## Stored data
+ + + + + + +
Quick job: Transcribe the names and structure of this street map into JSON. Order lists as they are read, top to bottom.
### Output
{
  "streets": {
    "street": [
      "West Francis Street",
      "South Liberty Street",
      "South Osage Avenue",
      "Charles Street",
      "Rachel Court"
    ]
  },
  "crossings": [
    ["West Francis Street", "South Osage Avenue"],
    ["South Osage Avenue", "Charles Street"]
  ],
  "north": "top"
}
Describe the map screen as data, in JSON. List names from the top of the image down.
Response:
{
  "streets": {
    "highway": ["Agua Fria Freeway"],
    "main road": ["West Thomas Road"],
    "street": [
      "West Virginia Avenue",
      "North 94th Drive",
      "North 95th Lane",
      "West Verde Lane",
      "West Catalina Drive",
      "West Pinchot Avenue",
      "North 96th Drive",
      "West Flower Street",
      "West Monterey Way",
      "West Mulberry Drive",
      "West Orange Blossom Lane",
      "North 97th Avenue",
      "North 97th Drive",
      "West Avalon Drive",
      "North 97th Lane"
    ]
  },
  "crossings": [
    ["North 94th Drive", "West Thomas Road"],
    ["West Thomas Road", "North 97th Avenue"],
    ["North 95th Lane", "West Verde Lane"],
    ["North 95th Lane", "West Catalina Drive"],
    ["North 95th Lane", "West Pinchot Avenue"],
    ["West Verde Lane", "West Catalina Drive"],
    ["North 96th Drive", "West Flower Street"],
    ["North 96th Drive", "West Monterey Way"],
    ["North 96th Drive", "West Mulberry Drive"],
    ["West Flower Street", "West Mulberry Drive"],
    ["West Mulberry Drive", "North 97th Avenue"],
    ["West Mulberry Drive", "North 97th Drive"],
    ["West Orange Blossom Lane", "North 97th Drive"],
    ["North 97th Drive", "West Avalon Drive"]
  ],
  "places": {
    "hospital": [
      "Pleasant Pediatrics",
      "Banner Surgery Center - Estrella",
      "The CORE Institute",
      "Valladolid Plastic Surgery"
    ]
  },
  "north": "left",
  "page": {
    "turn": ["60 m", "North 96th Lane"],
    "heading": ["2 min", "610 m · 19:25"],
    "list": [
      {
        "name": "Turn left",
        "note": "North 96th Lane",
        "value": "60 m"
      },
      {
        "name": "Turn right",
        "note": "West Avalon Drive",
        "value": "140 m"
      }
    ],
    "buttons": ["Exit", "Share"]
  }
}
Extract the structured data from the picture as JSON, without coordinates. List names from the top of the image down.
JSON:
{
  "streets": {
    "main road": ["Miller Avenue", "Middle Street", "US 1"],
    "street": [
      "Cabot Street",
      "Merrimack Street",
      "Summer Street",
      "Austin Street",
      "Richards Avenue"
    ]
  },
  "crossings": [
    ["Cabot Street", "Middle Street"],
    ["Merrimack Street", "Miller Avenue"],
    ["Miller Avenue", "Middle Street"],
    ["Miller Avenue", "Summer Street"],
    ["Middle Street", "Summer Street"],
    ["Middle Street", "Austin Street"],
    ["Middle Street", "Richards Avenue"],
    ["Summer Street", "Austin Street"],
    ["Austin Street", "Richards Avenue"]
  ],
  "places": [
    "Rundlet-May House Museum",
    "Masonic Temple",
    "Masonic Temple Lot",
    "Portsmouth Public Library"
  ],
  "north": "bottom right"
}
+ + + + + + +
## Exercise description
While keeping every line the same, please copy out all the records.

## Written response
Quick job: Transcribe the names and structure of this street map into JSON. Order lists as they are read, top to bottom.
### Output
{
  "streets": {
    "street": [
      "West Francis Street",
      "South Liberty Street",
      "South Osage Avenue",
      "Charles Street",
      "Rachel Court"
    ]
  },
  "crossings": [
    ["West Francis Street", "South Osage Avenue"],
    ["South Osage Avenue", "Charles Street"]
  ],
  "north": "top"
}
Describe the map screen as data, in JSON. List names from the top of the image down.
Response:
{
  "streets": {
    "highway": ["Agua Fria Freeway"],
    "main road": ["West Thomas Road"],
    "street": [
      "West Virginia Avenue",
      "North 94th Drive",
      "North 95th Lane",
      "West Verde Lane",
      "West Catalina Drive",
      "West Pinchot Avenue",
      "North 96th Drive",
      "West Flower Street",
      "West Monterey Way",
      "West Mulberry Drive",
      "West Orange Blossom Lane",
      "North 97th Avenue",
      "North 97th Drive",
      "West Avalon Drive",
      "North 97th Lane"
    ]
  },
  "crossings": [
    ["North 94th Drive", "West Thomas Road"],
    ["West Thomas Road", "North 97th Avenue"],
    ["North 95th Lane", "West Verde Lane"],
    ["North 95th Lane", "West Catalina Drive"],
    ["North 95th Lane", "West Pinchot Avenue"],
    ["West Verde Lane", "West Catalina Drive"],
    ["North 96th Drive", "West Flower Street"],
    ["North 96th Drive", "West Monterey Way"],
    ["North 96th Drive", "West Mulberry Drive"],
    ["West Flower Street", "West Mulberry Drive"],
    ["West Mulberry Drive", "North 97th Avenue"],
    ["West Mulberry Drive", "North 97th Drive"],
    ["West Orange Blossom Lane", "North 97th Drive"],
    ["North 97th Drive", "West Avalon Drive"]
  ],
  "places": {
    "hospital": [
      "Pleasant Pediatrics",
      "Banner Surgery Center - Estrella",
      "The CORE Institute",
      "Valladolid Plastic Surgery"
    ]
  },
  "north": "left",
  "page": {
    "turn": ["60 m", "North 96th Lane"],
    "heading": ["2 min", "610 m · 19:25"],
    "list": [
      {
        "name": "Turn left",
        "note": "North 96th Lane",
        "value": "60 m"
      },
      {
        "name": "Turn right",
        "note": "West Avalon Drive",
        "value": "140 m"
      }
    ],
    "buttons": ["Exit", "Share"]
  }
}
Extract the structured data from the picture as JSON, without coordinates. List names from the top of the image down.
JSON:
{
  "streets": {
    "main road": ["Miller Avenue", "Middle Street", "US 1"],
    "street": [
      "Cabot Street",
      "Merrimack Street",
      "Summer Street",
      "Austin Street",
      "Richards Avenue"
    ]
  },
  "crossings": [
    ["Cabot Street", "Middle Street"],
    ["Merrimack Street", "Miller Avenue"],
    ["Miller Avenue", "Middle Street"],
    ["Miller Avenue", "Summer Street"],
    ["Middle Street", "Summer Street"],
    ["Middle Street", "Austin Street"],
    ["Middle Street", "Richards Avenue"],
    ["Summer Street", "Austin Street"],
    ["Austin Street", "Richards Avenue"]
  ],
  "places": [
    "Rundlet-May House Museum",
    "Masonic Temple",
    "Masonic Temple Lot",
    "Portsmouth Public Library"
  ],
  "north": "bottom right"
}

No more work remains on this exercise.